The CE/Vista import process will stop if its validator finds invalid XML. Unfortunately, the error “An exception occurred while obtaining error messages.  See webct.log” doesn’t sound like invalid XML.

Usage is pretty simple:

xmllint –valid /path/to/file.xml | head

  1. If the file is valid, then the whole file is in the output.
  2. If there are warnings, then they precede the whole file.
  3. If there are errors, then only the errors are displayed.

I use head here because our files can be up to 15MB, so this prevents the whole file from going on the screen for the first two situations.

I discovered this in researching how to handle the first situation below. It came up again today. So this has been useful to catch errors in the client supplied files where the file failed to load.

1: parser error : XML declaration allowed only at the start of the document
 <?xml version=”1.0″ encoding=”UTF-8″?>

162: parser error : EntityRef: expecting ‘;’
<long>College of Engineering &amp&#059; CIS</long>

(Bolded the errors.) The number before the colon is the line number. The carat it uses to indicate where on the line an error occurred isn’t accurate, so I ignore it.

My hope is to get this integrated into our processes to validate these files before they are loaded and save ourselves headaches the next morning.

Weblogic Diagnostics

I noticed one the nodes in a development cluster was down. So I started it again. The second start failed, so I ended up looking at logs to figure out why. The error in the WebCTServer.000000000.log said:

weblogic.diagnostics.lifecycle.DiagnosticComponentLifecycleException: weblogic.store.PersistentStoreException: java.io.IOException: [Store:280036]Missing the file store file “WLS_DIAGNOSTICS000001.DAT” in the directory “$VISTAHOME/./servers/$NODENAME/data/store/diagnostics”

So I looked to see if the file was there. It wasn’t.

I tried touching a file at the right location and starting it. Another failed start with a new error:

There was an error while reading from the log file.

So I tried copying to WLS_DIAGNOSTICS000002.DAT to WLS_DIAGNOSTICS000001.DAT and starting again. This got me a successful startup. Examination of the WLS files revealed the the 0 and 1 files have updated time stamps while the 2 file hasn’t changed since the first occurance of the error.

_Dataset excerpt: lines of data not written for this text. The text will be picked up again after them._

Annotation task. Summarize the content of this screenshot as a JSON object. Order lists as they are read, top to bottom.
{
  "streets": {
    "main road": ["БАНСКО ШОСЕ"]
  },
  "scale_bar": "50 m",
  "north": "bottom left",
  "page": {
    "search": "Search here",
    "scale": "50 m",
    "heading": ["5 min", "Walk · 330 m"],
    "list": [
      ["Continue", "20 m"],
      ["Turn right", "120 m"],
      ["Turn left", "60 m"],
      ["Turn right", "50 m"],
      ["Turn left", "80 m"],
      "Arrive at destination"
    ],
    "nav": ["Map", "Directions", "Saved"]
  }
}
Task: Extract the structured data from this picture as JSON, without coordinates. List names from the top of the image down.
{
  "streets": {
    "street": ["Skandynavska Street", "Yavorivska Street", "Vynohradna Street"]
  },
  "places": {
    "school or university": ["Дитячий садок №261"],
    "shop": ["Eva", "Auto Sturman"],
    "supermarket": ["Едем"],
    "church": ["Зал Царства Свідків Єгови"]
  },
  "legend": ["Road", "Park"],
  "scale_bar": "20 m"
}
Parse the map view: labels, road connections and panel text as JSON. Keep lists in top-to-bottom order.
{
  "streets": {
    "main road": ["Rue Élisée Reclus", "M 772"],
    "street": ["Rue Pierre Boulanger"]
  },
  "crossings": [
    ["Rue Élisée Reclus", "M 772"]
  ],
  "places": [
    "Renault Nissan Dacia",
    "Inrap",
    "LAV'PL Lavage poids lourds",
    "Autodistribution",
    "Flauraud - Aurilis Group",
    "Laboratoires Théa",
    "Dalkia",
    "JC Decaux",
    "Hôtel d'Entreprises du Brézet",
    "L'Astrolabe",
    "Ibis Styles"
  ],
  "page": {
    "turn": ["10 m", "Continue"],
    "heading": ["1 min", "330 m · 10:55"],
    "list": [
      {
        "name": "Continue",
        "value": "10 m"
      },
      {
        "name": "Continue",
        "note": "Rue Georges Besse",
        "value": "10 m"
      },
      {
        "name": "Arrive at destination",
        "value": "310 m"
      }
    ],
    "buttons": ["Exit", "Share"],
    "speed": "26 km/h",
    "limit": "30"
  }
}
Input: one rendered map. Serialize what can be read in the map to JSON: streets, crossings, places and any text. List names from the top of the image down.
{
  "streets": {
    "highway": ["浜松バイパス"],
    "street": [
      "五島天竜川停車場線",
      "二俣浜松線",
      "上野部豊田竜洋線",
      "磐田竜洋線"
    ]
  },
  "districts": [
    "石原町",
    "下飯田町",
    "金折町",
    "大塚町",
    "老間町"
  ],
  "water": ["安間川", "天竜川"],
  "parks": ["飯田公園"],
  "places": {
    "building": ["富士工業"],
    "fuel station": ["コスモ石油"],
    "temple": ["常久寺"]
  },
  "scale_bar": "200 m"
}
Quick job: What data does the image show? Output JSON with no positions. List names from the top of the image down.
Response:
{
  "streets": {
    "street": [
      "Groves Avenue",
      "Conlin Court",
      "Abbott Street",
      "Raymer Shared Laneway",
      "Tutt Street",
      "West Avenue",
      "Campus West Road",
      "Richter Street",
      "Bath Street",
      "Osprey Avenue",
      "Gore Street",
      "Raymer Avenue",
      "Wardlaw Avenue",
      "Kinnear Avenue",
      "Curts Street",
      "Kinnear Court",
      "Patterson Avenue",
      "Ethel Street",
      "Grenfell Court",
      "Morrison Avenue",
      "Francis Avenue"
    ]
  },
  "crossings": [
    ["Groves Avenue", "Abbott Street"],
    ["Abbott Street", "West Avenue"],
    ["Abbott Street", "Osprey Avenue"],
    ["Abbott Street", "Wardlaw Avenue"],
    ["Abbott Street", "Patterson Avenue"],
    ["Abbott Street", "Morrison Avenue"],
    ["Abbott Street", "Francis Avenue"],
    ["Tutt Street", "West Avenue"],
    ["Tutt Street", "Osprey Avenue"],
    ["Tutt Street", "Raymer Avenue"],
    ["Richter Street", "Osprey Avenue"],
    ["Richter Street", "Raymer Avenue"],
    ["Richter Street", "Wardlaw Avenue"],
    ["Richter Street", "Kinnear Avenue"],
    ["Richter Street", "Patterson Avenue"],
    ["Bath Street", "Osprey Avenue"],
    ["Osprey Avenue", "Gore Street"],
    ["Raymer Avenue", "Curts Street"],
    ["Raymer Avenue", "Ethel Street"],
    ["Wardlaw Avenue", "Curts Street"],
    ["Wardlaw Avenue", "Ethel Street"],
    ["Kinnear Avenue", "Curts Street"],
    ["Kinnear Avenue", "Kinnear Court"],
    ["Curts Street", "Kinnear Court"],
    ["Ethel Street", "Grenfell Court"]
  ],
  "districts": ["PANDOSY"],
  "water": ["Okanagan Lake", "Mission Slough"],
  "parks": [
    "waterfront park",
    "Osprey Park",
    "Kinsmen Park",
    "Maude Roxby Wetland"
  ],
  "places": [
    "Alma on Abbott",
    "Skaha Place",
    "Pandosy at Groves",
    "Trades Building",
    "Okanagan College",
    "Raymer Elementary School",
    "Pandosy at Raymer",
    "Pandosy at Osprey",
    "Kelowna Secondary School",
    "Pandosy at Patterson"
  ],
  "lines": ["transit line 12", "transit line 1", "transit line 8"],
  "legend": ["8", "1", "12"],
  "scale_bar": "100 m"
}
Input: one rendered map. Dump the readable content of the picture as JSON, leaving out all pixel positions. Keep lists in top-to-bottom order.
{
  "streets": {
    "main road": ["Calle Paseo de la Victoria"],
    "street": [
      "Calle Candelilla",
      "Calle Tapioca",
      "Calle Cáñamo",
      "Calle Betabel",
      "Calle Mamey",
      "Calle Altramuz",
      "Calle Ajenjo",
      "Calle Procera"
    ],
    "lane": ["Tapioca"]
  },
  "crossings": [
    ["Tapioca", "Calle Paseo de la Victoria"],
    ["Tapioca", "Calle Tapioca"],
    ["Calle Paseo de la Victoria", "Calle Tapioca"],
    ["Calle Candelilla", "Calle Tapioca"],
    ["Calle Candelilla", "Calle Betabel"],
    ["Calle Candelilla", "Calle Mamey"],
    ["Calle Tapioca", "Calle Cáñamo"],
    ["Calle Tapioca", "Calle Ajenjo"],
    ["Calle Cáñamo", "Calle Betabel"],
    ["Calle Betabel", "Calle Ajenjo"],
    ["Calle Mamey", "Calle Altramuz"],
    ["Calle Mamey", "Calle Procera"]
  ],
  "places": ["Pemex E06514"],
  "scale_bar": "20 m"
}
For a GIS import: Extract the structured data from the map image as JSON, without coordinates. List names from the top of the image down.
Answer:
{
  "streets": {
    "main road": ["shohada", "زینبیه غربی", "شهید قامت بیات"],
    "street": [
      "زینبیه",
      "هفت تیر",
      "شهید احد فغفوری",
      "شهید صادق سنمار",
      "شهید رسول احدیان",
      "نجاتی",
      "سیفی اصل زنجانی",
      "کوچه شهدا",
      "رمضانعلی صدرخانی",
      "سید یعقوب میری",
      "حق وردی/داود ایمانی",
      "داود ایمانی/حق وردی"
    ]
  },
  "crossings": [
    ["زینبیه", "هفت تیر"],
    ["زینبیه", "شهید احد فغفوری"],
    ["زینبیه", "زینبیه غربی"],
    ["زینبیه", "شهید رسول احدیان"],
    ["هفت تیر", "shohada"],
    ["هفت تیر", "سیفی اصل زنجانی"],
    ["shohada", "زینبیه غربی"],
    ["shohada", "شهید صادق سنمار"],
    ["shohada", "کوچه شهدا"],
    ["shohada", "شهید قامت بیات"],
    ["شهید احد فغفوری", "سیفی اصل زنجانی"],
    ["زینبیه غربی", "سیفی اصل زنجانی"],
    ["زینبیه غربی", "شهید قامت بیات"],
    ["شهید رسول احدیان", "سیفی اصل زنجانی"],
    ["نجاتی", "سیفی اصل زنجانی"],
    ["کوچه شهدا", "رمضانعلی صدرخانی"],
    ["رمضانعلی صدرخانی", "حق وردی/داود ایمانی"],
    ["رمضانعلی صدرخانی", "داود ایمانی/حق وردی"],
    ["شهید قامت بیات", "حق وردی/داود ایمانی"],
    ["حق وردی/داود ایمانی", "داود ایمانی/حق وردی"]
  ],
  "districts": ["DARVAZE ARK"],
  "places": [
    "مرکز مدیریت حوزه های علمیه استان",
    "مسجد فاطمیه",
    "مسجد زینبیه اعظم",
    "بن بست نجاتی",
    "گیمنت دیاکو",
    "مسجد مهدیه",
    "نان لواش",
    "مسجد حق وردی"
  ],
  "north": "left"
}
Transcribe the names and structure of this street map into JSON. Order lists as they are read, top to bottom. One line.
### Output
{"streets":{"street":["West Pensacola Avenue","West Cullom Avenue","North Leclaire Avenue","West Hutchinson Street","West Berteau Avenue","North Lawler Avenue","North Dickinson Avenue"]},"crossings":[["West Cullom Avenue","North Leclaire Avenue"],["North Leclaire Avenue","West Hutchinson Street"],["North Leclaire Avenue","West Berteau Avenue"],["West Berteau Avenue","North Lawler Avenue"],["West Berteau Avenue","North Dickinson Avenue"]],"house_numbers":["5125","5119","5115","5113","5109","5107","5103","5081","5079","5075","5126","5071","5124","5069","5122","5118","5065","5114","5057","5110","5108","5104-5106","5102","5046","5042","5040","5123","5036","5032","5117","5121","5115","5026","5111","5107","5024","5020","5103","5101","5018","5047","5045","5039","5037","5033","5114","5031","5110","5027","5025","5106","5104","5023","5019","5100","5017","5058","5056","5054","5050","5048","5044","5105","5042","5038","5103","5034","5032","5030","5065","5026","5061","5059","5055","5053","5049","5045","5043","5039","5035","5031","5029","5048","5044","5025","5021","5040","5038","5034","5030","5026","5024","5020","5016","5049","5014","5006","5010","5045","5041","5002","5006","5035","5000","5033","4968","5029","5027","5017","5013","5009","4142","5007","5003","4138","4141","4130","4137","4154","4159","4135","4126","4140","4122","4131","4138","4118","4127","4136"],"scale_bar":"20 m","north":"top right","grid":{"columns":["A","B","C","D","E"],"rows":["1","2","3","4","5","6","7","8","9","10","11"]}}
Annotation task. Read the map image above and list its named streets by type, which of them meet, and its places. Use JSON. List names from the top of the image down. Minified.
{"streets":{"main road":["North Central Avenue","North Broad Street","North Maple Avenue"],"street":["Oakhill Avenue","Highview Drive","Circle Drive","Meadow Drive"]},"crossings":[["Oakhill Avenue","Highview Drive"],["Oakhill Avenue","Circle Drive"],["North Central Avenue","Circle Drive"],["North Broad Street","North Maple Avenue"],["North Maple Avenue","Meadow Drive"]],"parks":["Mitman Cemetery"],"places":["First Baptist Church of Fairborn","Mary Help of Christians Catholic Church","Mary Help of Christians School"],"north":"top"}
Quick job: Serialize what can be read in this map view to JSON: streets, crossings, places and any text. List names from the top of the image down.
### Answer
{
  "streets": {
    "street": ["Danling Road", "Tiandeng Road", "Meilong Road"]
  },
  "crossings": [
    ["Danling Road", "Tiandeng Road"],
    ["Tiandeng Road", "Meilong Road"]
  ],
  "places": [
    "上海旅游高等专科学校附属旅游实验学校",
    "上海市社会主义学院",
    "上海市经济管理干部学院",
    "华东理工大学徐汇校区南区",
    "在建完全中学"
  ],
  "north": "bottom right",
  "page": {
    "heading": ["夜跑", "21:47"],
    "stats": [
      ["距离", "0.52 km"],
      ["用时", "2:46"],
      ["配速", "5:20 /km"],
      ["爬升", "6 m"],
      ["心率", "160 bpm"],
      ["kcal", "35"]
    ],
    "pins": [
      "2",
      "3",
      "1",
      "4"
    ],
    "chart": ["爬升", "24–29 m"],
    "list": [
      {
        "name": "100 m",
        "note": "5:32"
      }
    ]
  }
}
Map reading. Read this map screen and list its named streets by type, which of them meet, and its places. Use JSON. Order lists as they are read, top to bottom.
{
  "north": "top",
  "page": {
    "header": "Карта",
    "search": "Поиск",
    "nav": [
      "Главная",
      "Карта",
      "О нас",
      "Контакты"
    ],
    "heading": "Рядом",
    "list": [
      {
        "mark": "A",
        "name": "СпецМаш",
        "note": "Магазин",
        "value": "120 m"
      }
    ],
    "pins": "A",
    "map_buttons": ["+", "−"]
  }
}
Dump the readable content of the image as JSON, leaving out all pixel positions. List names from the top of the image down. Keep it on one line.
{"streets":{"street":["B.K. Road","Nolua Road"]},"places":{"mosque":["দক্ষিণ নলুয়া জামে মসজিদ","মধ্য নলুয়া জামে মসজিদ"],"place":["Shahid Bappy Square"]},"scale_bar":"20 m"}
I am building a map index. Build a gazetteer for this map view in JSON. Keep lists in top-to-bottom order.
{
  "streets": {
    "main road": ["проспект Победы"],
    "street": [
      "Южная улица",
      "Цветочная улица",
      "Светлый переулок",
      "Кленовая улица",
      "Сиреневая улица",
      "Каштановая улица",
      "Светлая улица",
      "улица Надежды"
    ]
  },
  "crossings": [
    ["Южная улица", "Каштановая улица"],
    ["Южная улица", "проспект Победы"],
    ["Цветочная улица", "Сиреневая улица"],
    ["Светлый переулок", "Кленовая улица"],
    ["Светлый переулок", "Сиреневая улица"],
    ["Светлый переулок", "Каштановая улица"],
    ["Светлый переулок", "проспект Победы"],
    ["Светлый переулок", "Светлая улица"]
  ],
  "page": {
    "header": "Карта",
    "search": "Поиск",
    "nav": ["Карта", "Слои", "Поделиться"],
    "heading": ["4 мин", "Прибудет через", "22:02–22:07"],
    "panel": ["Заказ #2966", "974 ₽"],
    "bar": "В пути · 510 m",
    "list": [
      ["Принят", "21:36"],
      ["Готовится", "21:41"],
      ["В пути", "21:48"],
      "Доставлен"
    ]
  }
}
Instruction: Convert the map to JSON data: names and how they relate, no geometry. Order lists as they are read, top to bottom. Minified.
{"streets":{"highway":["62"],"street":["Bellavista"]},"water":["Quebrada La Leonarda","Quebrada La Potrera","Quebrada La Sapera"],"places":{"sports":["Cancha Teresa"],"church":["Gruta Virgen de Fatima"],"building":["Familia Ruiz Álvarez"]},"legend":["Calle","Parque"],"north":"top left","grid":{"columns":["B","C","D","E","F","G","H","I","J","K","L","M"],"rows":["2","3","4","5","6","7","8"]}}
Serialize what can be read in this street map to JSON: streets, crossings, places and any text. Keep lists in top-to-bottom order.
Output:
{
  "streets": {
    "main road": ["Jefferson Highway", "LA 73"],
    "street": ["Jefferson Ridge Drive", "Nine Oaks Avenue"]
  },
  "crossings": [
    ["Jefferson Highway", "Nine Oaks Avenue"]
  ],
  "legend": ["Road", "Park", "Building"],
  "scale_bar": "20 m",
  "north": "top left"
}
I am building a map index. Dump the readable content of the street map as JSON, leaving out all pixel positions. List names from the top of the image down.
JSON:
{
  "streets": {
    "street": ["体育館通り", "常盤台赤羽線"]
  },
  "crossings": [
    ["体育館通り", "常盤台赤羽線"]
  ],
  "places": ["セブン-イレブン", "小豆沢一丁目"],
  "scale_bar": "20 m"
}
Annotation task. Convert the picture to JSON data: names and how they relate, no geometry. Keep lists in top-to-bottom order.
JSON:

That suggests to me Weblogic is unaware of the 2 file and only aware of the 0 and 1 files. Weird.

At least I tricked the software into running again.

Some interesting discussion about these files.

  1. Apparently I could have just renamed the files. CONFIRMED
  2. The files capture JDBC diagnostic data. Maybe I need to look at the JDBC pool settings. DONE (See comment below)
  3. Apparently these files grow and add a new file when it reaches 2GB. Sounds to me like we should purge these files like we do logs. CONFIRMED
  4. There was a bug in a similar version causing these to be on by default.

Guess that gives me some work for tomorrow.
🙁

Odd Tracking File Recording

Every time a Vista 3 node is shut down without going through the initiated shut down process, there is a chance of incorrect data written to the tracking files (in NodeA/tracking/). Normally it leaves strange characters or partial lines at the end of the file. This is the first time I have seen it write the contents of another log instead of the tracking data.

click – 1.0 – 1244228052889 – 1135588340001 – “nova.view.usg.edu-1244227762853-6288” – SSTU – discussion – “compiled-message-viewed” – “page name” – 558711383 –

click – 1.0 – 1244228052891 – 15.0; .NET CLR 1.1.4322)”

2009-04-23      20:58:35        0.0030  xxx.xxx.xxx.xxx    JxH1zg4fZT1LTGcpmyNW    200     GET     /webct/libraryjs.dowebct        locale=en_US    0       “Mozilla/4.0 (compatible; MSIE 6.0; Windows NT 5.0; .NET CLR 1.1.4322)”

Even better. The node went down on June 5th at around 3pm. The lines from the other log were from April 23rd at 8:58pm.

Why am I surprised to see new incorrect behavior? Especially when the node was really confused?